Tribunal judiciaire de Bobigny
Service du contentieux social
Affaire : N° RG 22/00183 - N° Portalis DB3S-W-B7G-WBTV
Jugement du 26 MARS 2024
TRIBUNAL JUDICIAIRE
DE BOBIGNY
JUGEMENT CONTENTIEUX DU 26 MARS 2024
Serv. contentieux social
Affaire : N° RG 22/00183 - N° Portalis DB3S-W-B7G-WBTV
N° de MINUTE : 24/00659
DEMANDEUR
Monsieur [R] [J]
[Adresse 3]
[Localité 8]
représenté par Me Arnaud OLIVIER, avocat au barreau de PARIS, vestiaire : A0476
DEFENDEUR
S.A.S. [9]
[Adresse 2]
[Localité 5]
représentée par Me Fabien LEQUEUX, avocat au barreau de PARIS, vestiaire : R187
CPAM DE SEINE-SAINT-DENIS
[Adresse 1]
[Localité 7]
représentée par Maître Florence KATO de la SELARL KATO & LEFEBVRE ASSOCIES, avocats au barreau de PARIS, vestiaire : D1901
S.E.L.A.R.L. [10], prise en la personne de Me [E] [M]
[Adresse 4]
[Localité 6]
représentée par Me Fabienne FOURNIER LA TOURAILLE, avocat au barreau de VERSAILLES,
non comparant
COMPOSITION DU TRIBUNAL
DÉBATS
Audience publique du 19 Février 2024.
Madame Pauline JOLIVET, Présidente, assistée de Monsieur Sven PIGENET et Madame Lise LE-THAI, assesseurs, et de Madame Christelle AMICE, Greffier.
Lors du délibéré :
Présidente : Pauline JOLIVET, Première vice-présidente adjointe
Assesseur : Sven PIGENET, Assesseur salarié
Assesseur : Lise LE-THAI, Assesseur employeur
JUGEMENT
Prononcé publiquement, par mise à disposition au greffe, par jugement contradictoire et en premier ressort, par Pauline JOLIVET, Première vice-présidente adjointe, assistée de Christelle AMICE, Greffier.
FAITS ET PROCÉDURE
Par un premier jugement du 12 octobre 2022, auquel il convient de se reporter pour un plus ample exposé des faits et de la procédure antérieure, le tribunal judiciaire de Bobigny a retenu la faute inexcusable de l’employeur de M. [R] [J], la SAS [9], à l'origine de l'accident dont il a été victime le 27 octobre 2017. Le tribunal a notamment :
- fait droit à l’action récursoire de la caisse,
- ordonné la majoration de la rente,
- ordonné une expertise médicale confiée au docteur [V],
- accordé une provision de 5000 euros au demandeur.
L’expert a déposé son rapport le 9 janvier 2023, notifié aux parties par lettre du 10janvier.
Par jugement du 3 juillet 2023, le tribunal a :
fixé l’indemnisation de M. [R] [J] en réparation de ses préjudices résultant de l’accident du travail dont il a été victime le 27 octobre 2017 comme suit :7000 euros au titre des souffrances endurées
3000 euros au titre du préjudice esthétique temporaire
3000 euros au titre du préjudice esthétique permanent
6450 euros au titre du déficit fonctionnel temporaire
5598 euros au titre de l’assistance temporaire par une tierce personne
1000 euros au titre du préjudice sexuel,
1080 euros au titre des frais divers ;
débouté M. [R] [J] de sa demande au titre du préjudice d’agrément ;dit que la caisse primaire d'assurance maladie de la Seine-Saint-Denis versera les sommes allouées à M. [R] [J] au titre de la réparation de ses préjudices, déduction faite de la provision de 5000 euros accordée par jugement du 12 octobre 2022 ;ordonné un complément d’expertise avant de statuer sur la demande au titre du déficit fonctionnel permanent confié au docteur [V] ;réservé les autres demandes et les dépens.

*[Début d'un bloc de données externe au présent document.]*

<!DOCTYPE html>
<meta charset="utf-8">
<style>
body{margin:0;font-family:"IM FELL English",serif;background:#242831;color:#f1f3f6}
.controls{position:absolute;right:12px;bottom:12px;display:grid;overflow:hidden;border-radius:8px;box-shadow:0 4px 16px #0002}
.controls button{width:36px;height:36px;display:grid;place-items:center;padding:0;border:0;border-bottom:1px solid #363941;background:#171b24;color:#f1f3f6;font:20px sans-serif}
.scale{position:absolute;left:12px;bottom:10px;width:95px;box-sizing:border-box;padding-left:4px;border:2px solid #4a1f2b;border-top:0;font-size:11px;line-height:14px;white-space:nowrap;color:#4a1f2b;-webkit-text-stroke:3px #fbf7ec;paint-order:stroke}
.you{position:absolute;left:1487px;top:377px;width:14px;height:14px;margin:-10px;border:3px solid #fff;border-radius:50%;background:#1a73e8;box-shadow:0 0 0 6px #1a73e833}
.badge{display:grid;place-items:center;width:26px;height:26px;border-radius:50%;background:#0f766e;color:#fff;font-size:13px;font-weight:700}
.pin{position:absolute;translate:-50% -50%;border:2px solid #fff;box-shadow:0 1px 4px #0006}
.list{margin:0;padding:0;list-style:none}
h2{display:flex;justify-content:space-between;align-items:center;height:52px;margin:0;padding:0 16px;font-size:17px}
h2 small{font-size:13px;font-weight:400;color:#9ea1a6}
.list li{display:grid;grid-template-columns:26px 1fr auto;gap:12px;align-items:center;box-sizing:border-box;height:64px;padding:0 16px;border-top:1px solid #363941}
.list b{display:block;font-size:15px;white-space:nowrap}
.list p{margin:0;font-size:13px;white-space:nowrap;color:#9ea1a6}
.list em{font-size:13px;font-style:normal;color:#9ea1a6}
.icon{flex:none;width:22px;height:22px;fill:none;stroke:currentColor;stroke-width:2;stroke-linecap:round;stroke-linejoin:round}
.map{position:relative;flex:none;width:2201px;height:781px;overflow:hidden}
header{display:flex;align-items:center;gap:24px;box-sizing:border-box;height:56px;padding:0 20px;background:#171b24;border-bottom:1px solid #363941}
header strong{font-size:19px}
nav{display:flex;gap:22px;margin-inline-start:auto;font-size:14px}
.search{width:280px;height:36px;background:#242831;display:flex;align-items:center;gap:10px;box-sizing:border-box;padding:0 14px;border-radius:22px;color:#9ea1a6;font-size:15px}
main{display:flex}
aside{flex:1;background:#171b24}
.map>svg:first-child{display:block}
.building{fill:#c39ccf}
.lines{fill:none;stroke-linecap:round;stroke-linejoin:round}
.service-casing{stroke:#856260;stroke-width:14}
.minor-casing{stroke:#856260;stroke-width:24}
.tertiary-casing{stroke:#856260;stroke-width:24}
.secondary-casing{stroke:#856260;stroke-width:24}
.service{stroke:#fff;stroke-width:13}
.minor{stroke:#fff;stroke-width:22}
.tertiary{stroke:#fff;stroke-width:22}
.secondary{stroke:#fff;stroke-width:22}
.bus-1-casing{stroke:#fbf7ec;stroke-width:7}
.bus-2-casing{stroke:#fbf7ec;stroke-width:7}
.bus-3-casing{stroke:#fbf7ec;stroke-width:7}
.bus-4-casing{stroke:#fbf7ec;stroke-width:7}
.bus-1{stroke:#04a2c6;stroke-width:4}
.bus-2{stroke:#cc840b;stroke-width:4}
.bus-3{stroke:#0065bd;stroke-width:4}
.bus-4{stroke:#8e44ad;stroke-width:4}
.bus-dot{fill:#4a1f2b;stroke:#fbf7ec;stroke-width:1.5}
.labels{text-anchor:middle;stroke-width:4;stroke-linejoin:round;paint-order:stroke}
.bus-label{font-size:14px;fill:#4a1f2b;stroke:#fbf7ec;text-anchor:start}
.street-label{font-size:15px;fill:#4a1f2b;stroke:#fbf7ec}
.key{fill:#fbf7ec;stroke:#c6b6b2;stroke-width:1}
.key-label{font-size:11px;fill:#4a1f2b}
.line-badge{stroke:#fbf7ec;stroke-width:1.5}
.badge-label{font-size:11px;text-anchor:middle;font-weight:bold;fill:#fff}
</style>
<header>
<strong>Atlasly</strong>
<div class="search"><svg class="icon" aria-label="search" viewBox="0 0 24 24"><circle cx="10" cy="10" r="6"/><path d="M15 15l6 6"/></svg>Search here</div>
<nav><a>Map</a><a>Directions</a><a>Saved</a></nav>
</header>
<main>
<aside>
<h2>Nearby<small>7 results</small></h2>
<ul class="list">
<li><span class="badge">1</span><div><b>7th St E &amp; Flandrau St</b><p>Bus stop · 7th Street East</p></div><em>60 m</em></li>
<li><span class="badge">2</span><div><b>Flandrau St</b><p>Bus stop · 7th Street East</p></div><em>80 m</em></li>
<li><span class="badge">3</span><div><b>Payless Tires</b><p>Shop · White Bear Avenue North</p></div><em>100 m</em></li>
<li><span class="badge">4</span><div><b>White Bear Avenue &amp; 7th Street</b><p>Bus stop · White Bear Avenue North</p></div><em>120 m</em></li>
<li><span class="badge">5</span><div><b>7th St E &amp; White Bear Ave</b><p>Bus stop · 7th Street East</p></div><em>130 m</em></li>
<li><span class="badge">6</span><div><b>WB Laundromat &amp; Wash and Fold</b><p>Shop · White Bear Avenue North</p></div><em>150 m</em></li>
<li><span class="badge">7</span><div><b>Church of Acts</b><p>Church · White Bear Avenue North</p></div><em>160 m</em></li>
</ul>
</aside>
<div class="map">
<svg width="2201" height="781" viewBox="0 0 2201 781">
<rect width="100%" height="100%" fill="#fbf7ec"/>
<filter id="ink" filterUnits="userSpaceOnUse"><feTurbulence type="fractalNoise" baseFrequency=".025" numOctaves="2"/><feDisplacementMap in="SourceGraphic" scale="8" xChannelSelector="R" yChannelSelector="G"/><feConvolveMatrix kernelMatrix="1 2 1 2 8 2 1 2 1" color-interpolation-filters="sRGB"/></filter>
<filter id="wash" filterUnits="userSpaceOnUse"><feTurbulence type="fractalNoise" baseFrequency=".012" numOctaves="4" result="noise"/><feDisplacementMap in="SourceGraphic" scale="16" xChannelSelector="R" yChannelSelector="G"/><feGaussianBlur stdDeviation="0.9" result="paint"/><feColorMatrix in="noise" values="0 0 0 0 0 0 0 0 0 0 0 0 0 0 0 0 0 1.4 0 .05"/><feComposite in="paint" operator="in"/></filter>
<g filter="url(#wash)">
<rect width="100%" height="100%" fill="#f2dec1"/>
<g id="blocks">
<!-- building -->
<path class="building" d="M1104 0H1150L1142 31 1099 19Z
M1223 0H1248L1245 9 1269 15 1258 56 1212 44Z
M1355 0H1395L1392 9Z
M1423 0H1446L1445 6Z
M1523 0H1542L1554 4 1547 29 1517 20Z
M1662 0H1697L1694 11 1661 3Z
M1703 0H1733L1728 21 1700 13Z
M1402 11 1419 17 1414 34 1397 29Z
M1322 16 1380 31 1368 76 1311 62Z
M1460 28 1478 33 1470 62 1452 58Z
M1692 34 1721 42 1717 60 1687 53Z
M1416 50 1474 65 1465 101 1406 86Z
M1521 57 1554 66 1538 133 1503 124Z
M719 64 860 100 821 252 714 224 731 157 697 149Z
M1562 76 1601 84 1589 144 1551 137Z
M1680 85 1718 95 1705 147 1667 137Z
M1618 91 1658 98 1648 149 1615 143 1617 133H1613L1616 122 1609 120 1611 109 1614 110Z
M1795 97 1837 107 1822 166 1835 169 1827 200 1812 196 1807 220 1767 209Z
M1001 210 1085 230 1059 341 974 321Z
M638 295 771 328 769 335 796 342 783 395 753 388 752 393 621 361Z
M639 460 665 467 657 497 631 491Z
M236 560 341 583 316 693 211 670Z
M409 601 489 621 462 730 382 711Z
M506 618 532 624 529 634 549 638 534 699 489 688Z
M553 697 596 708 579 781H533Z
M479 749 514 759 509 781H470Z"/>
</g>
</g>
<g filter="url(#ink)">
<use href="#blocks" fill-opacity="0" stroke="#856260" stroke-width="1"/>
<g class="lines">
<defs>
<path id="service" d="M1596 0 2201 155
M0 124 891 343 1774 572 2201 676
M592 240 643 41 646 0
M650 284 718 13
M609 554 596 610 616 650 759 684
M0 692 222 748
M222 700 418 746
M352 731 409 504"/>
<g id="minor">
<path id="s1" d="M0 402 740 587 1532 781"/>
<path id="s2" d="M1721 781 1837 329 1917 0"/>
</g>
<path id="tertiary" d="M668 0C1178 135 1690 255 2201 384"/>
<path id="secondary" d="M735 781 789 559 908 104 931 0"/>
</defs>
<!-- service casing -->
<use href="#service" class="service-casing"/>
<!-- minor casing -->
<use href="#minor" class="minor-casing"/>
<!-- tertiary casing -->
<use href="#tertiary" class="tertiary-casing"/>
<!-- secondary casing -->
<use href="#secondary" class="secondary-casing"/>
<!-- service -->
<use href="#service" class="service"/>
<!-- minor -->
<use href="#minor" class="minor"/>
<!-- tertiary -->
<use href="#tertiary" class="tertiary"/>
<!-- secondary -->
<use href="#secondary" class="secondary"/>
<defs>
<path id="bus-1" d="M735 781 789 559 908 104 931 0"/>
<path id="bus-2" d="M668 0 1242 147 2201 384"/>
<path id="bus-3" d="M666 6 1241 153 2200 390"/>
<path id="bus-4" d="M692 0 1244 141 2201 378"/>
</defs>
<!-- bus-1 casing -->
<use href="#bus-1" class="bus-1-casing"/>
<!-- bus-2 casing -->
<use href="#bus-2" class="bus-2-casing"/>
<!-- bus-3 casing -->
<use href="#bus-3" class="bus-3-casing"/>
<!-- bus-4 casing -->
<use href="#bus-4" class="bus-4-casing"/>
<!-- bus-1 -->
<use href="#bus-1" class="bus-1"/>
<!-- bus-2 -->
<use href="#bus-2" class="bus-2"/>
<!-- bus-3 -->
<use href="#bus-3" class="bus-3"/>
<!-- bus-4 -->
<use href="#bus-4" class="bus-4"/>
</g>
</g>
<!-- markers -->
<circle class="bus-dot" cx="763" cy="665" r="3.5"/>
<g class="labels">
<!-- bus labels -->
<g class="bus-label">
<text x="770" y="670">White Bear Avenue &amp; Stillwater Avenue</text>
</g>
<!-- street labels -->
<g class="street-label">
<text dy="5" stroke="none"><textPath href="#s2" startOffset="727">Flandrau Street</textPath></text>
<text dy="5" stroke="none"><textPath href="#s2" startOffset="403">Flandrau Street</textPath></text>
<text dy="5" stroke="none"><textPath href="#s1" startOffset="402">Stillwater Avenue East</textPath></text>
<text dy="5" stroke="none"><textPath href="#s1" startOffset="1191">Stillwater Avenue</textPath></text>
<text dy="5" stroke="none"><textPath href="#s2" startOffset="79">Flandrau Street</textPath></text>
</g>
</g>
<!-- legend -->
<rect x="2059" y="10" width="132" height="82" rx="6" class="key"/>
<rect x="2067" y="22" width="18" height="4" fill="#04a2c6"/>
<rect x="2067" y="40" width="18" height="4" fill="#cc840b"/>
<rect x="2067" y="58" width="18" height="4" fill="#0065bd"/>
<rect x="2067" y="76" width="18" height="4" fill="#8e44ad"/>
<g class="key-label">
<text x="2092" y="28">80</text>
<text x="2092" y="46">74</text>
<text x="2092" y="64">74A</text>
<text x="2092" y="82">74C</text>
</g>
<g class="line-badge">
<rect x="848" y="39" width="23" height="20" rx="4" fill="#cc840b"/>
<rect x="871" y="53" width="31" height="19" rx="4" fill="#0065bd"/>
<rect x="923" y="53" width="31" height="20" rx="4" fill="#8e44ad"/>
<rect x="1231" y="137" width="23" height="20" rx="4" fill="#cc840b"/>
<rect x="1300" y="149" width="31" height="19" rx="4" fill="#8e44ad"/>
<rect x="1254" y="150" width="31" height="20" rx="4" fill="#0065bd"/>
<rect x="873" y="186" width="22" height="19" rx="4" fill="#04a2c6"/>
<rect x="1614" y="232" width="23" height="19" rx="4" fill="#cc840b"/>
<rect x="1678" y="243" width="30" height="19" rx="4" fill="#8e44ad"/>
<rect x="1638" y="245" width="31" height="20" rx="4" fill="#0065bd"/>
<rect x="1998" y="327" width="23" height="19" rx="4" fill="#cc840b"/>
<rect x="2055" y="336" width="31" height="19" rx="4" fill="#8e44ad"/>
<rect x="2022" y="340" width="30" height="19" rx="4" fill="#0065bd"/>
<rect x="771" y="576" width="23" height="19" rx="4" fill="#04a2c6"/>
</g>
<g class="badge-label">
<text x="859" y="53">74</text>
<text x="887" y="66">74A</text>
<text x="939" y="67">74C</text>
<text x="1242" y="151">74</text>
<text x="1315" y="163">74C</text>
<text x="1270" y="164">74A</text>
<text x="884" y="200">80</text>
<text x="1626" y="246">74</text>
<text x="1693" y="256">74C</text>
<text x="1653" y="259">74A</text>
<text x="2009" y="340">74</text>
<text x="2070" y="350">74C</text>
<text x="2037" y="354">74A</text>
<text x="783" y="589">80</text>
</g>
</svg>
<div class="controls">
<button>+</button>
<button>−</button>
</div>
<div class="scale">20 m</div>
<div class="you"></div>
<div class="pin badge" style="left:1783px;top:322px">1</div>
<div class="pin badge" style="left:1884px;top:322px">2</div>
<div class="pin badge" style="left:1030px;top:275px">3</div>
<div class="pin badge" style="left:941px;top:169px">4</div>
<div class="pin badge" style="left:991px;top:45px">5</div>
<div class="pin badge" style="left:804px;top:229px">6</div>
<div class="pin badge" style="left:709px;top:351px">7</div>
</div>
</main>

L’expert a déposé son rapport complémentaire le 13 septembre 2023, notifié aux parties le lendemain.
L’affaire a été appelée à l’audience du 18 décembre 2023, date à laquelle elle a fait l’objet d’un renvoi à la demande du conseil du demandeur. Elle a été appelée et retenue à l’audience du 19 février 2024, date à laquelle les parties, présentes ou représentées, ont été entendues en leurs observations.
Par conclusions en ouverture de rapport n° 2, déposées et soutenues oralement à l’audience, M. [R] [J], présent et assisté par son conseil, demande au tribunal de :
- fixer son préjudice au titre du déficit fonctionnel permanent à 35 220 euros,
- dire que la somme sera avancée par la CPAM,
- condamner la société [9] à lui verser la somme de 3000 euros au titre de l’article 700 du code de procédure civile.
Au soutien de sa demande, il fait valoir que l’expert s’est fondé uniquement sur le barème indicatif d’évaluation des taux d’incapacité en droit commun limitant son évaluation à la seule atteinte à l’intégrité physique de la victime sans prise en compte des autres éléments entrant dans la définition du déficit fonctionnel permanent (DFP). Il soutient qu’il convient d’ajouter à son incapacité physique évaluée à 14 %; 6000 euros au titre des souffrances permanentes et 5000 euros au titre de l’atteinte subjective à la qualité de vie et troubles dans les conditions d’existence.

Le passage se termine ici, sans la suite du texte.